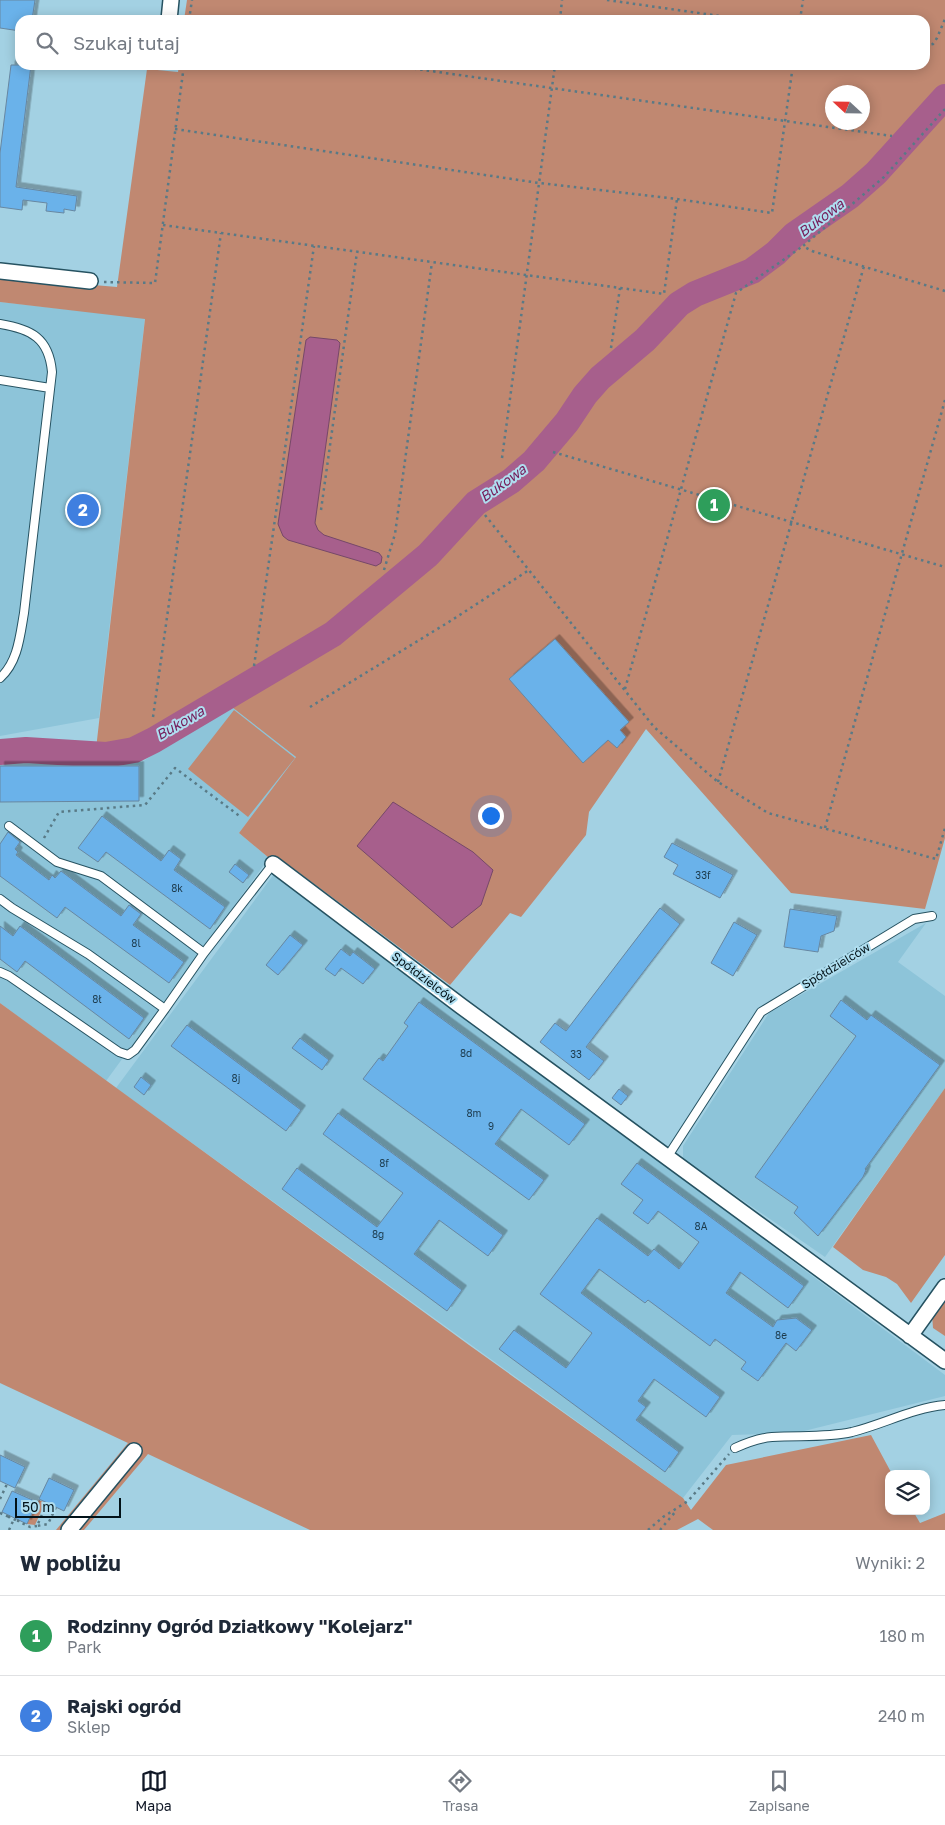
<!DOCTYPE html>
<html lang="pl">
<head>
<meta charset="utf-8">
<style>
  body { margin:0; font-family:"Golos Text",sans-serif; background:#f2f2f3; color:#1f2937 }
  .controls { position:absolute; right:15px; bottom:15px; display:grid; overflow:hidden; border-radius:10px; box-shadow:0 2px 12px #0003 }
  .controls button { width:45px; height:45px; display:grid; place-items:center; padding:0; border:0; border-bottom:1px solid #e0e1e3; background:#fff; color:#1f2937; font:25px sans-serif }
  .compass { position:absolute; left:825px; top:85px; width:45px; height:45px; border-radius:50%; background:#fff; box-shadow:0 2px 12px #0003; rotate:292deg }
  .scale { position:absolute; left:15px; bottom:12px; width:106px; box-sizing:border-box; padding-left:5px; border:2px solid #021218; border-top:0; font-size:14px; line-height:18px; white-space:nowrap; color:#021218; -webkit-text-stroke:4px #afdef0; paint-order:stroke }
  .you { position:absolute; left:490px; top:815px; width:18px; height:18px; margin:-12px; border:4px solid #fff; border-radius:50%; background:#1a73e8; box-shadow:0 0 0 8px #1a73e833 }
  .badge { display:grid; place-items:center; width:32px; height:32px; border-radius:50%; background:#111827; color:#fff; font-size:16px; font-weight:700 }
  .pin { position:absolute; translate:-50% -50%; border:2px solid #fff; box-shadow:0 1px 5px #0006 }
  .list { margin:0; padding:0; list-style:none }
  h2 { display:flex; justify-content:space-between; align-items:center; height:65px; margin:0; padding:0 20px; font-size:21px }
  h2 small { font-size:16px; font-weight:400; color:#747a83 }
  .list li { display:grid; grid-template-columns:32px 1fr auto; gap:15px; align-items:center; box-sizing:border-box; height:80px; padding:0 20px; border-top:1px solid #e0e1e3 }
  .list b { display:block; font-size:19px; white-space:nowrap }
  .list p { margin:0; font-size:16px; white-space:nowrap; color:#747a83 }
  .list em { font-size:16px; font-style:normal; color:#747a83 }
  .icon { flex:none; width:28px; height:28px; fill:none; stroke:currentColor; stroke-width:2; stroke-linecap:round; stroke-linejoin:round }
  .map { position:relative; flex:none; width:945px; height:1530px; overflow:hidden }
  .search { position:absolute; background:#fff; box-shadow:0 2px 12px #0003; left:15px; right:15px; top:15px; height:55px; display:flex; align-items:center; gap:12px; box-sizing:border-box; padding:0 18px; border-radius:15px; color:#747a83; font-size:19px }
  .sheet { height:225px; background:#fff }
  nav { display:flex; justify-content:space-around; align-items:center; box-sizing:border-box; height:70px; border-top:1px solid #e0e1e3; background:#fff; font-size:14px; color:#747a83 }
  nav a { display:grid; justify-items:center; gap:2px }
  nav .on { color:#111827 }
  .map>svg:first-child { display:block }
  .built { fill:#8dc4d9 }
  .green { fill:#c08871; fill-rule:evenodd }
  .water { fill:#a75f8c; stroke:#764869 }
  .lines { fill:none; stroke-linecap:round; stroke-linejoin:round }
  .river { stroke:#a75f8c; stroke-width:26 }
  .building { fill:#6ab2ea; stroke:#6787a1; filter:url(#shadow) }
  .lane-casing { stroke:#265261; stroke-width:10 }
  .street-casing { stroke:#265261; stroke-width:18 }
  .path { stroke:#597a86; stroke-width:2.5; stroke-dasharray:2.5 4; stroke-linecap:butt }
  .lane { stroke:#fff; stroke-width:8 }
  .street { stroke:#fff; stroke-width:15 }
  .labels { text-anchor:middle; stroke-width:4; stroke-linejoin:round; paint-order:stroke }
  .number-label { font-size:10px; fill:#1c3a4c }
  .street-label { font-size:12px; fill:#021218; stroke:#afdef0 }
  .water-label { font-size:14px; font-style:italic; fill:#751c59; stroke:#afdef0 }
</style>
</head>
<body>
<div class="map">
<svg width="945" height="1530" viewBox="0 0 945 1530">
  <defs>
    <filter id="shadow"><feDropShadow dx="4.5" dy="-4.5" stdDeviation="0" flood-color="#0004"/></filter>
  </defs>
  <rect width="100%" height="100%" fill="#a3d1e3"/>
  <path class="built" d="M0,302l145,16 -46,400 -99,18z
    M228,704l68,53 -57,76 30,25 -163,223 -106,-78v-238l142,-3z
    M274,874l671,501v21l-149,37 -64,2 -49,63 -567,-410z
    M926,923l-28,39 47,34v92l-120,169 -142,-98v-13l86,-133z"/>
  <path class="green" d="M187,0h758v84l-82,90 -81,62 -39,27 -52,21 -108,100 -47,61 -17,17 -58,46 -26,31 -18,16 -74,62 -26,18 -178,107 -16,5 -27,2 49,-430 -145,-17v-25l117,10 30,-218 31,3 1,-7h746v-45h-741zM832,92h30v30h-30z
    M945,104v734l-20,71 -134,-16 -145,-164 -57,83 -3,23 -65,82 -11,-4 -60,72 -172,-128 -9,1 -30,-25 57,-76 -68,-53 64,-40 30,-16 25,-18 73,-62 55,-57 51,-37 14,-12 57,-70 79,-75 19,-15 50,-23 33,-21 92,-71z
    M234,710l61,48 -47,59 -60,-48z
    M0,1003l469,342 214,153 8,12 35,-45 145,-30 21,39h-3v37h24l7,12 25,-10v17h-232l-15,-11 -21,11h-367l-162,-76 -64,76h-28l72,-87 -128,-60z
    M945,1088v167l-34,48 -14,-19 -11,-7 -23,-7 -30,-23z
    M945,1296v40l-12,-8 -1,-14z
    M39,1500l6,3 -10,22 -8,-1z"/>
  <path class="water" d="M310,337l27,3 3,3 -25,180 3,7 6,5 55,18 3,4 -1,6 -5,3 -88,-26 -5,-4 -5,-12 28,-184z
    M393,802l80,50 20,18 -12,35 -29,23 -95,-82z"/>
  <g class="lines">
    <path class="river" d="M0,752l26,-2 80,5 28,-5 20,-10 179,-106 95,-79 48,-52 35,-22 23,-20 33,-39 18,-27 15,-17 45,-38 34,-36 16,-10 57,-23 24,-18 18,-18 56,-39 26,-23 69,-76"/>
  </g>
  <path class="building" d="M0,0h35l-3,20h-12v11l-20,-3z
    M11,65h20l-15,122 61,9 -2,15 -11,-2v4l-18,-2 1,-8 -24,-3 -1,10 -22,-3v-54z
    M555,639l74,83 -9,8 6,7 -9,11 -9,-8 -25,23 -74,-84z
    M0,766h139v35l-139,1z
    M102,816l59,45 8,-11 12,9 -7,11 51,37 -15,22 -104,-77 -8,10 -20,-14z
    M8,832l12,10 -5,7 3,3 -2,3 33,25 3,-5 3,3 6,-7 60,45 8,-11 12,9 -8,11 51,37 -15,21 -104,-76 -8,11 -57,-42v-32z
    M672,843l61,32 -13,23 -47,-24 5,-9 -14,-8z
    M235,864l14,11 -6,8 -14,-11z
    M660,908l20,16 -94,123 18,14 -15,19 -49,-38 15,-19 11,8z
    M790,909l47,7 -3,15 -13,5 -3,16 -34,-5z
    M734,922l23,13 -24,41 -22,-13z
    M0,926l13,10 7,-10 124,92 -15,21 -104,-78 -8,11 -17,-13z
    M290,935l13,10 -25,30 -12,-10z
    M341,949l9,7 3,-4 22,17 -12,15 -22,-16 -6,8 -10,-7z
    M841,1000l26,20 4,-5 69,50 -75,104 1,1 -3,7 -7,9 -38,50 -24,-23 4,-6 -43,-30 101,-141 -26,-20z
    M419,1002l166,122 -16,21 -48,-36 -26,35 49,36 -15,20 -166,-121 16,-21 4,3 25,-35 -4,-3z
    M187,1025l114,85 -15,21 -115,-85z
    M300,1038l29,22 -7,10 -30,-22z
    M141,1077l10,8 -7,10 -10,-8z
    M619,1089l9,7 -7,9 -9,-7z
    M338,1113l165,122 -15,21 -49,-36 -25,34 48,36 -15,21 -165,-122 15,-21 80,59 26,-34 -80,-59z
    M637,1163l167,123 -16,22 -48,-36 -14,21 47,34 4,-7 19,-2 16,12 -16,21 -10,-8 -28,38 -17,-12 5,-7 -31,-23 -5,7 -62,-46 -3,3 -46,-34 -18,24 139,104 -14,20 -52,-38 -16,22 8,6 -10,13 43,32 -14,20 -166,-123 15,-19 52,38 26,-35 -52,-39 57,-76 51,38 6,-7 25,20 20,-27 -41,-31 -10,13 -15,-11 10,-13 -22,-16z
    M0,1455l25,12 -10,21 -15,-7z
    M49,1478l25,12 -10,21 -25,-12z
    M12,1491l25,11 -10,22 -25,-12z"/>
  <g class="lines">
    <defs>
      <path id="lane" d="M0,324c31,5 49,14 52,48l-28,241c-4,23 -6,49 -24,65
        M0,380l50,8
        M9,826l48,36 44,14 103,77
        M0,899l12,9 76,46 77,55 39,-56 69,-89
        M0,972l9,4 110,76 9,3 7,-5 30,-41
        M668,1156l93,-144 153,-93 18,-3
        M735,1448c11,-5 24,-10 37,-11 27,-2 53,1 80,-5 32,-8 61,-24 93,-27"/>
      <path id="street" d="M169,20l2,-20
        M0,271l90,10
        M273,864l188,142 484,355
        M910,1336l35,-49
        M69,1530l65,-79"/>
    </defs>
    <use href="#lane" class="lane-casing"/>
    <use href="#street" class="street-casing"/>
    <path class="path" d="M607,0l141,20
      M189,20l3,-20
      M560,20l2,-20
      M800,20l3,-20
      M925,45l8,-1 4,-6 8,-19
      M388,65l504,71
      M945,109l-61,68 -81,69 9,5 133,40
      M175,129l364,54 138,16 95,14 21,-148
      M163,225l501,69 13,-95
      M104,282l51,1 29,-218
      M611,348l9,-60
      M553,452l392,115
      M502,458l53,-393
      M321,510l36,-258
      M485,515l169,212 64,55 50,31 168,46 9,-31
      M384,570l11,-36 37,-272
      M254,666l60,-420
      M625,689l111,-396 67,-47
      M310,707l142,-87 77,-50
      M153,717l68,-484
      M718,782l146,-516
      M825,828l120,-428
      M44,838l15,-26 86,-7 30,-37 66,49
      M0,1499l7,-15
      M47,1503l-10,23 11,-2 8,-17
      M0,1513l9,4
      M10,1516l-1,1 9,4
      M19,1520l-1,1 12,6 7,-1
      M9,1530l5,-11
      M648,1530l15,-13 25,-16 41,-47
      M660,1530l16,-19"/>
    <use href="#lane" class="lane"/>
    <use href="#street" class="street"/>
  </g>
  <g class="labels">
    <g class="number-label">
      <text x="703" y="879">33f</text>
      <text x="177" y="892">8k</text>
      <text x="136" y="947">8l</text>
      <text x="97" y="1003">8ł</text>
      <text x="466" y="1057">8d</text>
      <text x="576" y="1058">33</text>
      <text x="236" y="1082">8j</text>
      <text x="474" y="1117">8m</text>
      <text x="491" y="1130">9</text>
      <text x="384" y="1167">8f</text>
      <text x="701" y="1230">8A</text>
      <text x="378" y="1238">8g</text>
      <text x="781" y="1339">8e</text>
    </g>
    <g class="street-label">
      <text transform="translate(836 966) rotate(-31)" y="4">Spółdzielców</text>
      <text transform="translate(424 978) rotate(37)" y="4">Spółdzielców</text>
    </g>
    <g class="water-label">
      <text transform="translate(821 218) rotate(-37)" y="5">Bukowa</text>
      <text transform="translate(503 483) rotate(-36)" y="5">Bukowa</text>
      <text transform="translate(180 723) rotate(-30)" y="5">Bukowa</text>
    </g>
  </g>
</svg>
<div class="controls">
<button><svg class="icon" aria-label="layers" viewBox="0 0 24 24"><path d="M12 4l9 5-9 5-9-5zM3 14l9 5 9-5"/></svg></button>
</div>
<svg class="compass" viewBox="-18 -18 36 36"><path d="M0-13l5 13h-10z" fill="#e53935"/><path d="M0 13l5-13h-10z" fill="#747a83"/></svg>
<div class="scale">50 m</div>
<div class="you"></div>
<div class="pin badge" style="left:714px;top:505px;background:#2e9e5b">1</div>
<div class="pin badge" style="left:83px;top:510px;background:#3f7fe0">2</div>
<div class="search"><svg class="icon" aria-label="search" viewBox="0 0 24 24"><circle cx="10" cy="10" r="6"/><path d="M15 15l6 6"/></svg>Szukaj tutaj</div>
</div>
<section class="sheet">
<h2>W pobliżu<small>Wyniki: 2</small></h2>
<ul class="list">
<li><span class="badge" style="background:#2e9e5b">1</span><div><b>Rodzinny Ogród Działkowy &quot;Kolejarz&quot;</b><p>Park</p></div><em>180 m</em></li>
<li><span class="badge" style="background:#3f7fe0">2</span><div><b>Rajski ogród</b><p>Sklep</p></div><em>240 m</em></li>
</ul>
</section>
<nav>
<a class="on"><svg class="icon" aria-label="map" viewBox="0 0 24 24"><path d="M3 6l6-2 6 2 6-2v14l-6 2-6-2-6 2zM9 4v14M15 6v14"/></svg>Mapa</a>
<a><svg class="icon" aria-label="directions" viewBox="0 0 24 24"><path d="M12 3l9 9-9 9-9-9zM9 14v-3h6M13 9l2 2-2 2"/></svg>Trasa</a>
<a><svg class="icon" aria-label="saved" viewBox="0 0 24 24"><path d="M7 4h10v16l-5-4-5 4z"/></svg>Zapisane</a>
</nav>
</body>
</html>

YOUR OBJECTIVE:
The lines wanted are those from the start of the material above through the line with "margin:0; padding:0; list-style:none", both included; print them exactly and skip any picture.

WRITTEN RESPONSE:
<!DOCTYPE html>
<html lang="pl">
<head>
<meta charset="utf-8">
<style>
  body { margin:0; font-family:"Golos Text",sans-serif; background:#f2f2f3; color:#1f2937 }
  .controls { position:absolute; right:15px; bottom:15px; display:grid; overflow:hidden; border-radius:10px; box-shadow:0 2px 12px #0003 }
  .controls button { width:45px; height:45px; display:grid; place-items:center; padding:0; border:0; border-bottom:1px solid #e0e1e3; background:#fff; color:#1f2937; font:25px sans-serif }
  .compass { position:absolute; left:825px; top:85px; width:45px; height:45px; border-radius:50%; background:#fff; box-shadow:0 2px 12px #0003; rotate:292deg }
  .scale { position:absolute; left:15px; bottom:12px; width:106px; box-sizing:border-box; padding-left:5px; border:2px solid #021218; border-top:0; font-size:14px; line-height:18px; white-space:nowrap; color:#021218; -webkit-text-stroke:4px #afdef0; paint-order:stroke }
  .you { position:absolute; left:490px; top:815px; width:18px; height:18px; margin:-12px; border:4px solid #fff; border-radius:50%; background:#1a73e8; box-shadow:0 0 0 8px #1a73e833 }
  .badge { display:grid; place-items:center; width:32px; height:32px; border-radius:50%; background:#111827; color:#fff; font-size:16px; font-weight:700 }
  .pin { position:absolute; translate:-50% -50%; border:2px solid #fff; box-shadow:0 1px 5px #0006 }
  .list { margin:0; padding:0; list-style:none }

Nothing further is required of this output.